Copy all lines holding the word "none" from the entries.
*** Dataset extract Section Begins ***
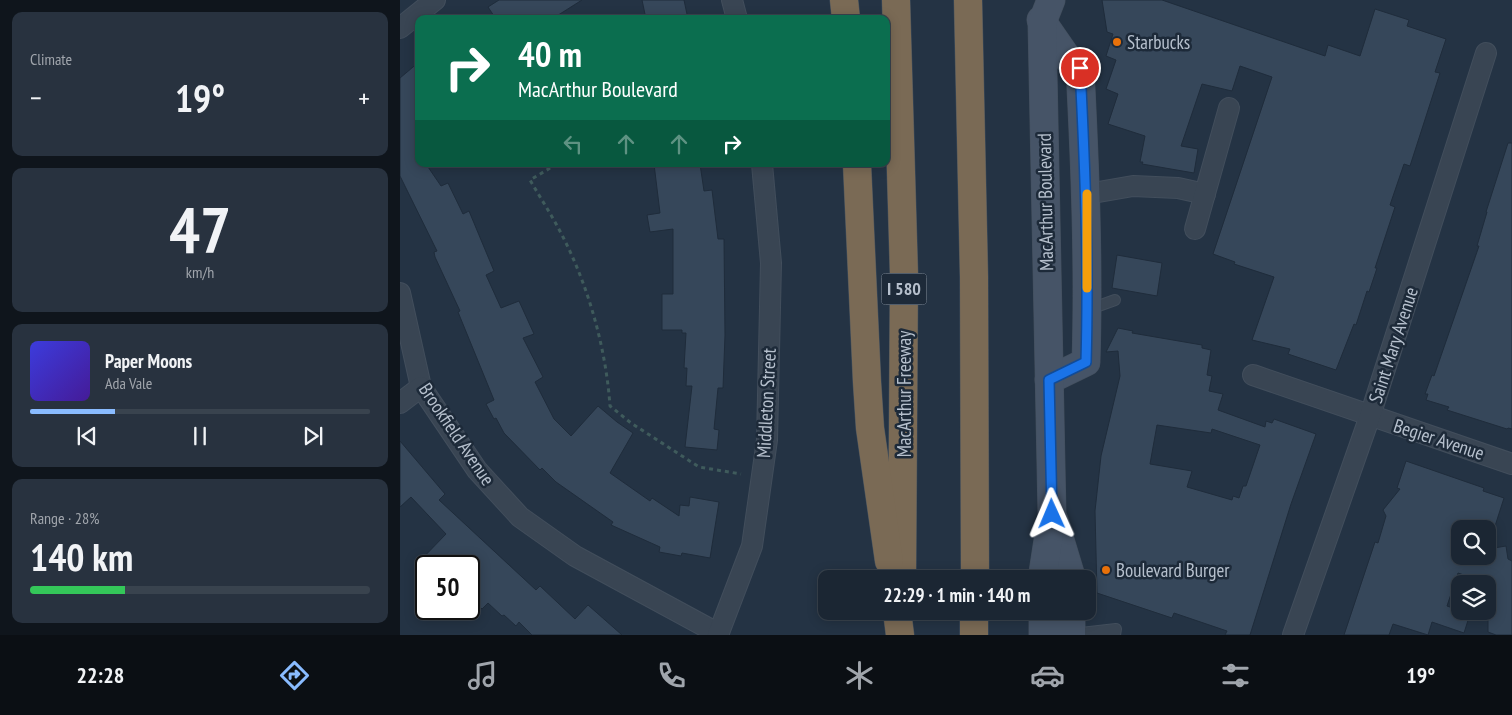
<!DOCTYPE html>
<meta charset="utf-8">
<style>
body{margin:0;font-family:"PT Sans Narrow",sans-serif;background:#28323f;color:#f1f3f6;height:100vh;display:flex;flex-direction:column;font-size:19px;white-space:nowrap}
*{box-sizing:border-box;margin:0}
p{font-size:16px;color:#a0a5ac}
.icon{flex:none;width:28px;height:28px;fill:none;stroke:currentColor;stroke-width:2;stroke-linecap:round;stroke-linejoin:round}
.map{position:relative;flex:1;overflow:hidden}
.sheet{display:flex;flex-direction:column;gap:12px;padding:12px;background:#0f151c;width:400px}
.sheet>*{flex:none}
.top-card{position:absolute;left:15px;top:15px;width:475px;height:152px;border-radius:10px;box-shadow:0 2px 12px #0003,0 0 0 1px #39434e;background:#0b6e4f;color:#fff;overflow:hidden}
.tools{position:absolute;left:1051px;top:520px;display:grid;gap:10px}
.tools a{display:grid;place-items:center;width:45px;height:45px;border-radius:10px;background:#1b2633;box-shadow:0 2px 12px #0003,0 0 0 1px #39434e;font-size:25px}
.speed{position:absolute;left:15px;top:555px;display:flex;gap:10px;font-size:25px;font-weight:700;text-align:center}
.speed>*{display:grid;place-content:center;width:65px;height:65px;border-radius:50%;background:#1b2633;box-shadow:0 2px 12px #0003,0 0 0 1px #39434e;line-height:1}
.speed .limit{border:2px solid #111;border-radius:8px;background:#fff;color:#111}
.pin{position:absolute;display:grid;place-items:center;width:42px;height:42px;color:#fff;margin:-21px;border:2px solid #fff;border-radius:50%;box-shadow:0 1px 5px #0007}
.me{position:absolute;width:55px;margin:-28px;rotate:359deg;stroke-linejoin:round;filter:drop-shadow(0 0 4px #0008)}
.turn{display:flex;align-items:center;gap:18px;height:105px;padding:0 20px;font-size:22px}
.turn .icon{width:65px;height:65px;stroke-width:2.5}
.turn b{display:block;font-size:35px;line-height:42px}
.lanes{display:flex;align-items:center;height:48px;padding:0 20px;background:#0003;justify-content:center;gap:25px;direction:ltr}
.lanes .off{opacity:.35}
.big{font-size:38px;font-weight:700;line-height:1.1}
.sheet .card{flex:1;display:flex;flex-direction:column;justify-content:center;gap:8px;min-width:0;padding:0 18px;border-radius:10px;background:#28323f}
.sheet .dial{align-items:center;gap:0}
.dial b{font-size:65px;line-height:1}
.song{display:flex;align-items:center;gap:15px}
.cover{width:60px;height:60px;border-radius:8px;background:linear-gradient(135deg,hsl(240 70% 55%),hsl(260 70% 35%))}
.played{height:5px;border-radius:2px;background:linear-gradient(90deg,#89bbff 25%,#39434e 25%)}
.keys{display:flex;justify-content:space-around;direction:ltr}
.heat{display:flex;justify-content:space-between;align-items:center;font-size:28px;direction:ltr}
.charge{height:8px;border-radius:4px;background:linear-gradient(90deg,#34c759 28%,#39434e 0)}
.trip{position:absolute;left:418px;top:570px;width:278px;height:50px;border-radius:10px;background:#1b2633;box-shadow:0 2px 12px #0003,0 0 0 1px #39434e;font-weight:700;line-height:50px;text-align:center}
.tab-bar{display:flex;height:80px;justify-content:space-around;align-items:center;background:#0b0f14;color:#a0a5ac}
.tab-bar .icon{width:35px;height:35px}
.tab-bar .selected{color:#89bbff}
.tab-bar b{font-size:22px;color:#f1f3f6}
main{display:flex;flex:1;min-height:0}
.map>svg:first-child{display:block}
</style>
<main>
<section class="sheet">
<div class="card"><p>Climate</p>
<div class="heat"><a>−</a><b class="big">19°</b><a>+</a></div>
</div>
<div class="card dial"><b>47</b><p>km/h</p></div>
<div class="card">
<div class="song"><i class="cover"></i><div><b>Paper Moons</b><p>Ada Vale</p></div></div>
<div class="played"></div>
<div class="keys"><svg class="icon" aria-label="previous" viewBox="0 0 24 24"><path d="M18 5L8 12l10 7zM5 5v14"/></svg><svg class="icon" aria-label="pause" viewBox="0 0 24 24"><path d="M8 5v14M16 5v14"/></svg><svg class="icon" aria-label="next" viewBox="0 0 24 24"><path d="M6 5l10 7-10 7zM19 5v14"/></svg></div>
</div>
<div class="card"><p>Range · 28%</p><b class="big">140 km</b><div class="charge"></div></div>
</section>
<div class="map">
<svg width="1112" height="635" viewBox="0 0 1112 635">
<rect width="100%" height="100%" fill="#243344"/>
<!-- building -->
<g fill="#36475a" stroke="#1f2c3b" fill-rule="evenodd">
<path d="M99 0H182L152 19H96L88 7Z"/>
<path d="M242 0H284L288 19H246Z"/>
<path d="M702 0H762L925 56 928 45 960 56 975 9 1009 20 1007 26 1046 39 1035 72 1040 73 1010 166 1004 164 990 205 995 207 975 268H977L969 292 967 291 956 325 954 324 936 370 888 354 890 349 852 340 874 277 834 264 835 262 813 254 872 77 840 66 832 91 802 84 781 146 798 149 794 173 742 164 743 162H740L745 136 708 124 718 94 706 89 716 60 706 56 713 34 707 32Z"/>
<path d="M19 62V164H26L41 186 48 183 63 214 69 211 94 271 86 275 101 308 119 301 134 334 123 338 143 377 135 382 154 419 171 436 198 406 217 422 233 433 210 473 250 501 252 498 279 516 280 505 289 506 290 497 319 502 310 558 282 553 281 556 259 552 260 547 211 525 213 522 156 482 142 468 140 470 104 433 96 418 94 419 86 404 94 400 58 312 60 311 35 257 34 252 37 251 0 176V78Z"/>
<path d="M1108 143H1112V429L1108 428 1107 429 1047 410 1049 407 1026 400 1028 394H1025L1032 375 1034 376 1079 246H1077L1087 212H1086Z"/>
<path d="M254 164H300L304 191 312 190 318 239H324L325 335 323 388H318L314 429 319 430 317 450 285 447 292 386H286L287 368H284L286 333H282V330H262V294H273V229L250 232 247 215 260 213Z"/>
<path d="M717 255 762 263 757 296 712 288Z"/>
<path d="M718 328 733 331 732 333 802 345V348L811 350 807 375 812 376 809 391 823 394 818 410 865 427 866 421 872 423 874 419 916 434 891 504 850 635H825L827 631 774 613 772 618 697 593 695 511 701 456 720 376 718 351 706 352ZM757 425 811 433 812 429 860 445 846 486H843L839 498 833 496 832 500 787 487 792 471 750 464Z"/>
<path d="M0 441 45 494 39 500 136 590 140 586 175 619 188 605 222 635H132L119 622 116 626 104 615 102 616 88 603 82 609 69 597V566H15L46 534 11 497 0 507Z"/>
<path d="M1006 461 1084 488 1083 491 1104 498 1088 548V529H1060V556H1088V549L1106 546 1108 559 1112 561V635H1096L1088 632V583L1058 573 1047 606 1070 614 1064 633 1032 622 1028 635 993 624 989 635H944L975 542 978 543 986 516 983 510 1000 489 997 488Z"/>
</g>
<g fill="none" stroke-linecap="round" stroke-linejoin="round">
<defs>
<g id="lane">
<path d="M690 309 715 300"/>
<path d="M672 634 716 629 715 635"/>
</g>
<g id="street">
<path d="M332 0 337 19"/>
<path d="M0 28 35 0"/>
<path d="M687 194 733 186 778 188 805 194"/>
<path d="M795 229 829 108"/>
<path d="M0 293 21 387 77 470 120 517 175 556 319 634"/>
<path d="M853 375 1112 464"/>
<path d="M0 403 21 387"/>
<path d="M318 635 352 546 367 440 371 263 362 164"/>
<path d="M893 635 970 416 1086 53"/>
</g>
<g id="secondary">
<path d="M641 20 668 59 680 68C685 166 689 264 686 362L649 380"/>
<path d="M654 520 670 573V579"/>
<path d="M642 579 652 514 642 23 651 0"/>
<path d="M643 611V635"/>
<path d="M671 611V635"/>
</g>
<g id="highway">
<path d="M444 0 446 19"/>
<path d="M496 0 504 275 502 579"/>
<path d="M568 0 574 277 575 579"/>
<path d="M457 164 467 382 470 428 489 561"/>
<path d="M497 611 500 635"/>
<path d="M574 635V611"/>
</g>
</defs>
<!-- lane casing -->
<use href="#lane" stroke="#424e5c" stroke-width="12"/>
<!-- street casing -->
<use href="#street" stroke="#424e5c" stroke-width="22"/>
<!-- secondary casing -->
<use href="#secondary" stroke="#424e5c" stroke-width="29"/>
<!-- highway casing -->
<use href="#highway" stroke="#43505e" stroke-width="29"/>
<!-- path -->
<path stroke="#3f5b5c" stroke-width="3" stroke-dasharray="4 4" stroke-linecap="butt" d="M157 164 130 180C141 199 153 217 163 237 189 288 206 349 210 406L231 423 299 467 341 474"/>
<!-- lane -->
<use href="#lane" stroke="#394553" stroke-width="10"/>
<!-- street -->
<use href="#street" stroke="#394553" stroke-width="20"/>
<!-- secondary -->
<use href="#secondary" stroke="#465467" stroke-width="28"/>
<!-- highway -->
<use href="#highway" stroke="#7a6a55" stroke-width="28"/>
</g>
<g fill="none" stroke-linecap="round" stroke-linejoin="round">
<defs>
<path id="route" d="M652 514 649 380 686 362C689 264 685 166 680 68"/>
</defs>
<!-- route casing -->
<use href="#route" stroke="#114b97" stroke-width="12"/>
<!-- route -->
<use href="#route" stroke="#1a73e8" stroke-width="9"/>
<!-- slow -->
<path stroke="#f59e0b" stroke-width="9" d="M687 194V288"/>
</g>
<!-- markers -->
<g fill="#e8710a" stroke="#1d2a39" stroke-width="2">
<circle cx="717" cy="42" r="5"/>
<circle cx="706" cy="570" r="5"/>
</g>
<g text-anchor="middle" stroke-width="5" stroke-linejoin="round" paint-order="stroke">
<!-- shield labels -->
<rect fill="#1d2a39" stroke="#8893a1" stroke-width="1" x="481.5" y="273.5" width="45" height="31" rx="4"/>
<g font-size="18" font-weight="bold" fill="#b6c0cd">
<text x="504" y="295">I 580</text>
</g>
<!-- poi labels -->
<g font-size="19" fill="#b6c0cd" stroke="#1d2a39" text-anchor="start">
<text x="727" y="49">Starbucks</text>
<text x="716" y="577">Boulevard Burger</text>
</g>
<!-- street labels -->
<g font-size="19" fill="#b6c0cd" stroke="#1d2a39">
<text transform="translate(645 202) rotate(-91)" y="7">MacArthur Boulevard</text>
<text transform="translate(993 345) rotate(-72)" y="7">Saint Mary Avenue</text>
<text transform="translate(504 394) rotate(-90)" y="7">MacArthur Freeway</text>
<text transform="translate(366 403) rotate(-87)" y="7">Middleton Street</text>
<text transform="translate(57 434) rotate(56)" y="7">Brookfield Avenue</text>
<text transform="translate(1039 439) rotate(18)" y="7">Begier Avenue</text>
</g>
</g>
</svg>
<div class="tools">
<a><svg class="icon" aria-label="search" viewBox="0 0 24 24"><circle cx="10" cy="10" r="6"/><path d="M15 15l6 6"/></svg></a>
<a><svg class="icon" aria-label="layers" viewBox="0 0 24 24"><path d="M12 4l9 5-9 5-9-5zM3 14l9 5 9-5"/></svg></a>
</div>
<div class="speed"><div class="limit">50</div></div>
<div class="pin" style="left:680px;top:68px;background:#d93025"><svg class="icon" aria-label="arrive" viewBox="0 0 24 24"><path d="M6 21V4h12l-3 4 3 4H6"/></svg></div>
<svg class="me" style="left:652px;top:514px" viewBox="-20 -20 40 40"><path d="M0-17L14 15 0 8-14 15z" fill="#1a73e8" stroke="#fff" stroke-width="4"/></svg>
<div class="trip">22:29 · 1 min · 140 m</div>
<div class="top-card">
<div class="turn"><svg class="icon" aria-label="right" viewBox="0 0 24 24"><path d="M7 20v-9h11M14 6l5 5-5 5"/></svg><div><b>40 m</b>MacArthur Boulevard</div></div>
<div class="lanes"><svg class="icon off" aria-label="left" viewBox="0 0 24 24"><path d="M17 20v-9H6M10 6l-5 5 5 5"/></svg><svg class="icon off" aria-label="ahead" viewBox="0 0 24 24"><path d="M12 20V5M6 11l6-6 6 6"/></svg><svg class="icon off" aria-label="ahead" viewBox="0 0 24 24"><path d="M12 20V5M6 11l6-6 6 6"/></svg><svg class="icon" aria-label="right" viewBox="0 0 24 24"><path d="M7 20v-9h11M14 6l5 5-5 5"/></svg></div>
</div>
</div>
</main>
<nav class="tab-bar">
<b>22:28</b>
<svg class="icon selected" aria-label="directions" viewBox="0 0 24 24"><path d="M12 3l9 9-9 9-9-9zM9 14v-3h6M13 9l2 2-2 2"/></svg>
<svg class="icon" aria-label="music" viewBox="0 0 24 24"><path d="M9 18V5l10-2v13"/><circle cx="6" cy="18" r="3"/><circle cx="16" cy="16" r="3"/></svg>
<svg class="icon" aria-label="phone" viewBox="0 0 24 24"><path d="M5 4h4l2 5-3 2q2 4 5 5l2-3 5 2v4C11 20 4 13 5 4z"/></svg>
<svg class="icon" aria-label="climate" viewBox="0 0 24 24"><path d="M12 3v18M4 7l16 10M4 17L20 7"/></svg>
<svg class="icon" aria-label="car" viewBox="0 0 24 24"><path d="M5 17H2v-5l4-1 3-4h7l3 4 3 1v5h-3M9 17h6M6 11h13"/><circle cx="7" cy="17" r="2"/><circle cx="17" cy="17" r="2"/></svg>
<svg class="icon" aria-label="filters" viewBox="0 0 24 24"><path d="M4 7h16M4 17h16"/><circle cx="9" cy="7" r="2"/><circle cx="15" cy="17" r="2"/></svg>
<b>19°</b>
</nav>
*** Dataset extract Section Ends ***
Answer box:
.icon{flex:none;width:28px;height:28px;fill:none;stroke:currentColor;stroke-width:2;stroke-linecap:round;stroke-linejoin:round}
.sheet>*{flex:none}
<g fill="none" stroke-linecap="round" stroke-linejoin="round">
<g fill="none" stroke-linecap="round" stroke-linejoin="round">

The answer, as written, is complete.